Well… it’s probably quite hard to get to the truth of the matter but here at Lancaster we are trying to find out what researchers really think. This is crucial for developing and improving our services and vital for delivering the service our researchers want.
We are one of the organisations taking part in the JISC RDM Shared Services pilot and you can read their take on the work being done here. With JISC’s help we undertook a researcher survey to find out a bit more about the kinds of research data which were being produced, how the data were (or weren’t) being managed and researcher attitudes towards their data.
Researchers were asked about the types of data which were generated from their research. The results were quite interesting to us. Unsurprisingly perhaps far and away the most popular “type” of data were “document or report” followed with a bit of a gap by spreadsheets. Structured text files (eg xml, json etc) came a lot lower down the list as did databases.
What interested us was comparing the kinds of files which researchers said they created during the research process with the kinds of files which were actually being deposited with us as research outputs. Obviously comparisons are problematic not least because our researchers were being asked about the data generated as part of their research activities rather than specifically those which were ultimately selected for permanent preservation. We also know that we only get a small proportion of the research data which are being created within the university and the respondents may include people who have not deposited data with us. Having analysed the research datasets which we have already we can see that a huge percentage were structured or unstructured text files and a much smaller proportion were spreadsheets or Word documents.
Is it that our researchers have a false sense of the kinds of data which they are creating and using or is it that we as data curators have a poor understanding of the researcher community? I suspect that it is a bit of both but as data curators it is our duty to both have a good understanding of the data environment and also to be able to communicate to our research community. This is something we need to address as part of improving our advocacy and engagement strategies.
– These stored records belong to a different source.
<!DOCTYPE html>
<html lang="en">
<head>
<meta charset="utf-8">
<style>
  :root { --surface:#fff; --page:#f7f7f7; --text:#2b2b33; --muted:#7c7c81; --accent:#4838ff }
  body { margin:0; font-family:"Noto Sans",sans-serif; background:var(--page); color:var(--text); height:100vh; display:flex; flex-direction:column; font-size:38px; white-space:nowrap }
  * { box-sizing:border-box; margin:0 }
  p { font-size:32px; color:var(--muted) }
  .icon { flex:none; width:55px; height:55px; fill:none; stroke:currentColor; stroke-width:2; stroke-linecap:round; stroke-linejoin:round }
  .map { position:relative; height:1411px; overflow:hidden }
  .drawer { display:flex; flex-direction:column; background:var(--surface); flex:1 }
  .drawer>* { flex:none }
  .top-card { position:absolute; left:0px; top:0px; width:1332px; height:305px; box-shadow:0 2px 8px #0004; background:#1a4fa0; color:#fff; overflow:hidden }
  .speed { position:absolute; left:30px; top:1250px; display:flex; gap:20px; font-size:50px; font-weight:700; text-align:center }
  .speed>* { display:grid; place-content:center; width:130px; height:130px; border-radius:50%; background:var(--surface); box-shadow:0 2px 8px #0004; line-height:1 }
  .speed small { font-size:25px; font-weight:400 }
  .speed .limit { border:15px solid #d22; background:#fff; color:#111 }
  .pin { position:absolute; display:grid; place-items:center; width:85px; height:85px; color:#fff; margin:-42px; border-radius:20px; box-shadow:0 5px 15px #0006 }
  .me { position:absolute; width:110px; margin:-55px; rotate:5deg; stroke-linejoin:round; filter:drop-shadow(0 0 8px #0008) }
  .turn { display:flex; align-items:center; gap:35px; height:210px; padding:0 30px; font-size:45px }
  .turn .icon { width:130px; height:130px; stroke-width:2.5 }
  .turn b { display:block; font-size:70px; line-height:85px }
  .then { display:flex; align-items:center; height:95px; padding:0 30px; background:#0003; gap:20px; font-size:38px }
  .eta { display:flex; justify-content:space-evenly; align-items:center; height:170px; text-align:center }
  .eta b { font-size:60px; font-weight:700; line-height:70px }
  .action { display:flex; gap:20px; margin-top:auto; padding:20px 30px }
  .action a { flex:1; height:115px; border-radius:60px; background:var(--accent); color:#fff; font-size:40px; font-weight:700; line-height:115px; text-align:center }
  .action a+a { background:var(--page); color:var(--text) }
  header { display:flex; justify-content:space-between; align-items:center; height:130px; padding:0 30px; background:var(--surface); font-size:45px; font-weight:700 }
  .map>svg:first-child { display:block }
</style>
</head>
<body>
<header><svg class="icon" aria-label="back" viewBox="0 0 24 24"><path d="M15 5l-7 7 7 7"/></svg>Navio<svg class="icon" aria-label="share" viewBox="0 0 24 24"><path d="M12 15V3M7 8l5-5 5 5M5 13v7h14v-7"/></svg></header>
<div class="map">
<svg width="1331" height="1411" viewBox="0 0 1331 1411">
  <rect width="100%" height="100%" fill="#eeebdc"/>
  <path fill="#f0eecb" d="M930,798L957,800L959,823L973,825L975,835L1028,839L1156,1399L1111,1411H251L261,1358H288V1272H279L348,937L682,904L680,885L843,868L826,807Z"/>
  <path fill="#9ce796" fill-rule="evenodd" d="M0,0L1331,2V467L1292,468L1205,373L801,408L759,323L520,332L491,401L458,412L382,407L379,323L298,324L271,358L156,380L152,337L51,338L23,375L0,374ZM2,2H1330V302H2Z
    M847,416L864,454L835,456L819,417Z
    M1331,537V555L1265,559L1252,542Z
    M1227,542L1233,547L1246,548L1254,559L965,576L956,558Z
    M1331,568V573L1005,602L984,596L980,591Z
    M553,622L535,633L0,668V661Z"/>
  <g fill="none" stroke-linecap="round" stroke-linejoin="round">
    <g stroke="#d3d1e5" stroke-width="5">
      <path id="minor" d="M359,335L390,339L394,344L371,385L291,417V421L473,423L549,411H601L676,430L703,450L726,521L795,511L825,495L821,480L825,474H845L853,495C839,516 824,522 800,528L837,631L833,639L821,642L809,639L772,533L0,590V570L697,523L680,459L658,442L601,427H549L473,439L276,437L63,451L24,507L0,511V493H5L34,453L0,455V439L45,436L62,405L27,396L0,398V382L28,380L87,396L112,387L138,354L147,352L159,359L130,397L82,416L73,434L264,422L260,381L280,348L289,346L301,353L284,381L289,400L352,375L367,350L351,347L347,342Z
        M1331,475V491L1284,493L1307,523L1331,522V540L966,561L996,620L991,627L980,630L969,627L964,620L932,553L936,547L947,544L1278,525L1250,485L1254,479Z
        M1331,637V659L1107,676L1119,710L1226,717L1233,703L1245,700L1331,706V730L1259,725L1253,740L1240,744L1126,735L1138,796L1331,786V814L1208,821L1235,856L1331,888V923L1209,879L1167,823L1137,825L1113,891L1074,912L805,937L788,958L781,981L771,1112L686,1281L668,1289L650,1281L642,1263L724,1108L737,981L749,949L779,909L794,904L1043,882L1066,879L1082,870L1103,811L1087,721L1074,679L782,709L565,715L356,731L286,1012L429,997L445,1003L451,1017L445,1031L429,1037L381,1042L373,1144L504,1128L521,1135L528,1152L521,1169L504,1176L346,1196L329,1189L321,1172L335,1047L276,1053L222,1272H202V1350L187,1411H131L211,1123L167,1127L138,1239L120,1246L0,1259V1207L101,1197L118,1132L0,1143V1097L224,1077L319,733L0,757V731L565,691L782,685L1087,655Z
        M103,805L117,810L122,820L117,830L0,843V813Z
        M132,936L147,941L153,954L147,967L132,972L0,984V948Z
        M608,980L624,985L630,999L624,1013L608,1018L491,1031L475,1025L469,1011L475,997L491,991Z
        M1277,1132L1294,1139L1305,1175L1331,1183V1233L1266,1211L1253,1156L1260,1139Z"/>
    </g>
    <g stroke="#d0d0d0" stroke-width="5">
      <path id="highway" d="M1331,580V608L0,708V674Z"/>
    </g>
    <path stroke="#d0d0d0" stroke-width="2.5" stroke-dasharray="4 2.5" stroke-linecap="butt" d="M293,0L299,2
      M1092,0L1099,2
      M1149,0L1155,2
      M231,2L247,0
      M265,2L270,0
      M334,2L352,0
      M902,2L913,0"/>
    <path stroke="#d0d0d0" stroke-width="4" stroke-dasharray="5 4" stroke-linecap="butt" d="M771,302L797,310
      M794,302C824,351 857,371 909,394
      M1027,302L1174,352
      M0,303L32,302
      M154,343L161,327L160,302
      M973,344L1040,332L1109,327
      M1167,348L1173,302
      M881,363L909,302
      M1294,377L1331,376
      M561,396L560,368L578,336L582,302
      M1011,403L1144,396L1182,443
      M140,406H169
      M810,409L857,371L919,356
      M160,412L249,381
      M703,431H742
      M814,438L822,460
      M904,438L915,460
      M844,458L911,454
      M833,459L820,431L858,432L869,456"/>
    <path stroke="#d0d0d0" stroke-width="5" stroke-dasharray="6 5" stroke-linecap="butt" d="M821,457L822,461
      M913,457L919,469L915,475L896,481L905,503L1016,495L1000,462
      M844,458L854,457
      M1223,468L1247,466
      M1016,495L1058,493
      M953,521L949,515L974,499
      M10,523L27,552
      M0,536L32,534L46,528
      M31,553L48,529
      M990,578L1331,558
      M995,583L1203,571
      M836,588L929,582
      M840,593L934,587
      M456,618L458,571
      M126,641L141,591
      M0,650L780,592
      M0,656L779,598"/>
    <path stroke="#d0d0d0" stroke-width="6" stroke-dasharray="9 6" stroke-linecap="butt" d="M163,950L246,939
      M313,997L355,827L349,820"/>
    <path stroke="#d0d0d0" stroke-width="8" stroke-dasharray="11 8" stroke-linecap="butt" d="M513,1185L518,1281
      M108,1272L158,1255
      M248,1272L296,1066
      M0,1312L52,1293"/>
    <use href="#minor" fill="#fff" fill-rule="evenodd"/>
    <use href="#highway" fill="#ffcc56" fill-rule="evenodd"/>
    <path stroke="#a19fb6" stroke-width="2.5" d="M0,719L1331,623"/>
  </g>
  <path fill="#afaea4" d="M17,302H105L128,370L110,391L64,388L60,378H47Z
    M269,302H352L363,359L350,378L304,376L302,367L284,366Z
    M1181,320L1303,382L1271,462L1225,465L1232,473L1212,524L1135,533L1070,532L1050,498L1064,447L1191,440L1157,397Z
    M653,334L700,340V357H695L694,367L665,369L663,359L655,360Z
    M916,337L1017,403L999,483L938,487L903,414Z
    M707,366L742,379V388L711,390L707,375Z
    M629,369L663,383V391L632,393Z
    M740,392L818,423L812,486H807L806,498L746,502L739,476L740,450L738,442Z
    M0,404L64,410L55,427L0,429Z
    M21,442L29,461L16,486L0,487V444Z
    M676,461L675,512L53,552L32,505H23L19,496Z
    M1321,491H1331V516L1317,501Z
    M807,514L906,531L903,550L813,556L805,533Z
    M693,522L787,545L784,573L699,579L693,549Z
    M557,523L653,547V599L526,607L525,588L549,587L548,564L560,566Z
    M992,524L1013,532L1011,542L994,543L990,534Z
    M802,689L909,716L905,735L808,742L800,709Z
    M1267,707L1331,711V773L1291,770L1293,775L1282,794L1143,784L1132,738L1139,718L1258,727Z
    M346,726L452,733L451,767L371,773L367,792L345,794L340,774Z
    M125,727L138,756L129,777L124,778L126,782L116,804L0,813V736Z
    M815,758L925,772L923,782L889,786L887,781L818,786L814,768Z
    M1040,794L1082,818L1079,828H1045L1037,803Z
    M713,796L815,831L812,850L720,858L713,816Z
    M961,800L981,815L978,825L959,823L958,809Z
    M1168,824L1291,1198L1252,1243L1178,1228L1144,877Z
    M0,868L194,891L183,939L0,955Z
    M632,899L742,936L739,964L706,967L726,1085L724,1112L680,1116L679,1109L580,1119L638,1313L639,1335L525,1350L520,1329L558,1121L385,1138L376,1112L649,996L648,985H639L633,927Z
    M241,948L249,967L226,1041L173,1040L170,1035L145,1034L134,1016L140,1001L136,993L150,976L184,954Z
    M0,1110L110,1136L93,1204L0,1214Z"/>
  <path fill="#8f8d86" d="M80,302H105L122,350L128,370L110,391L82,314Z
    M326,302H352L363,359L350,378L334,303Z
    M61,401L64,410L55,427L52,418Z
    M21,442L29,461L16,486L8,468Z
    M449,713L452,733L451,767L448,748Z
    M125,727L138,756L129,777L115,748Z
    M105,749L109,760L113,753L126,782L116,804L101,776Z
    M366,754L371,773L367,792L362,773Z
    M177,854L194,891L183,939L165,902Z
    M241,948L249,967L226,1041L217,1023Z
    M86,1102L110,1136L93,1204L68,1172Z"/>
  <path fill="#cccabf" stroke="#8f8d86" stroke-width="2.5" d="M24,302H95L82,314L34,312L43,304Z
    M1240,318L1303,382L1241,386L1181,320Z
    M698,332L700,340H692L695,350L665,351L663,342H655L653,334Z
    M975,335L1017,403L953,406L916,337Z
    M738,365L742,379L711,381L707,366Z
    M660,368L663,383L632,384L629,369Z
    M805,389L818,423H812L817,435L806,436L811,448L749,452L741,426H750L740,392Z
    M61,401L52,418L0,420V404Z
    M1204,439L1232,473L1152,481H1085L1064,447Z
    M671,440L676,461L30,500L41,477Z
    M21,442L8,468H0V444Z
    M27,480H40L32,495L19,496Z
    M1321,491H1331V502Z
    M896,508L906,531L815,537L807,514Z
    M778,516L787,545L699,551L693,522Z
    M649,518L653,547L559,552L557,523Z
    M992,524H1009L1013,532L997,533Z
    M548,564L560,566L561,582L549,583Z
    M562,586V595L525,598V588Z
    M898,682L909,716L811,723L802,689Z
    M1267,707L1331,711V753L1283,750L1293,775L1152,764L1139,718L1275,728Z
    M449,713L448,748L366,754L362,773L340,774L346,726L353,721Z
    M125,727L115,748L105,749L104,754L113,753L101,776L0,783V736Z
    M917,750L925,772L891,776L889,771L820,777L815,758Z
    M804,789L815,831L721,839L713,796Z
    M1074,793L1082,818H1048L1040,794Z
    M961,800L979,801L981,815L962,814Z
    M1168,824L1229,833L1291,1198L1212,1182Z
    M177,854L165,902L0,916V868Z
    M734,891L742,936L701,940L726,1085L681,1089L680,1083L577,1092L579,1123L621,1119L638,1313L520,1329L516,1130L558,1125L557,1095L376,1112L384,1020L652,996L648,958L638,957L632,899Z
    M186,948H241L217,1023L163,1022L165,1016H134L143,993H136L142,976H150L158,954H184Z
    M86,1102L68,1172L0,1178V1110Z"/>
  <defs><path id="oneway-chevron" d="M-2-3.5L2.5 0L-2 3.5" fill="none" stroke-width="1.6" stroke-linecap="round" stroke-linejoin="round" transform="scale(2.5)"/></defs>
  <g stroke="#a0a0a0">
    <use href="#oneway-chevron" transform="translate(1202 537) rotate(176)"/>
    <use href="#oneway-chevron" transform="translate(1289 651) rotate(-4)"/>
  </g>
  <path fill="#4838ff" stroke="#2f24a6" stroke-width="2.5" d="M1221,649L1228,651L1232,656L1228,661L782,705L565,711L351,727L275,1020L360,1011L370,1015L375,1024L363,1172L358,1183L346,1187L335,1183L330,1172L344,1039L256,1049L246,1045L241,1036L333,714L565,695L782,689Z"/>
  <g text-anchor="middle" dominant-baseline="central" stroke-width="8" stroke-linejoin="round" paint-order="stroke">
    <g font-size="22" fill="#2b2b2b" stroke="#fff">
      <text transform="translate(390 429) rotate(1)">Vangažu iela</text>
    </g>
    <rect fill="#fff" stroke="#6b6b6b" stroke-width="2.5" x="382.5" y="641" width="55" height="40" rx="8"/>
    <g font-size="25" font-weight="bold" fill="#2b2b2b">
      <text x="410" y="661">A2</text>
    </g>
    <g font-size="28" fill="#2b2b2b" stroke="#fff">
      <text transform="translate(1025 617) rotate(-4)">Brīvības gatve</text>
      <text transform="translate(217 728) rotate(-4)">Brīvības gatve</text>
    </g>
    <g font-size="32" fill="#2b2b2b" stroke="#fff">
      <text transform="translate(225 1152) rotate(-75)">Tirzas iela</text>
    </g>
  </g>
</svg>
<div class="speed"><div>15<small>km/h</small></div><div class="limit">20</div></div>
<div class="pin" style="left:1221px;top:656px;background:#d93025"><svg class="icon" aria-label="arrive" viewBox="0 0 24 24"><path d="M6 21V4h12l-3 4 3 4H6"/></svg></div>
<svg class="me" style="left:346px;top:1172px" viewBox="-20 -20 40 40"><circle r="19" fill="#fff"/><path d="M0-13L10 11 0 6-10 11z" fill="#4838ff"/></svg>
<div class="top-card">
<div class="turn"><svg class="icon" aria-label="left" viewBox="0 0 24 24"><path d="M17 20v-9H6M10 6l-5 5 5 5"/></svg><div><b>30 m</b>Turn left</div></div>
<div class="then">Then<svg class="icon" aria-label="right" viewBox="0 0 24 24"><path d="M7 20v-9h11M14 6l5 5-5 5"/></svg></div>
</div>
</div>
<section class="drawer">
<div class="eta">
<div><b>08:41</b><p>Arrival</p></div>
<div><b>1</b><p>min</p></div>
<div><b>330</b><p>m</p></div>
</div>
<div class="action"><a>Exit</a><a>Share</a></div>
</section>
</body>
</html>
Another question which was asked was was about sharing data and this got answers which did surprise us. The majority said that they did already share data and very few said they were not willing to share. For the ones who did not share data it was mostly because it was sensitive or confidential data or they did not have permission to share it. Of those who did share data the majority said it was for “the potential for others to re-use data” and because “research is a public good and should be open to all”. An encouraging third of those questioned said they had re-used someone else’s data.
Of course we know that the people who did answer our survey represent those who are in some way already engaged with the RDM process. We also know that people are likely to give the answers they want us to hear! But if people are serious about being willing and able to share we really want to support them in this.
So we’ve decided to try and get talking to our researchers – and for them to talk to each other – by setting up a series of Data Conversations – events where researchers can discuss creation and dissemination of data to try and encourage a climate of sharing and valuing the data. It means we can hope for data that is well curated from the start of its life and that will be selected for deposit appropriately and with good metadata.
Better communication and advocacy will help us in the long run to preserve and share high quality relevant data which can be shared and reused. Managing (research) data and long term preservation of digital data are collaborative activities and the more we understand and share the better we will be at achieving these goals.
Rachel MacGregor, Digital Archivist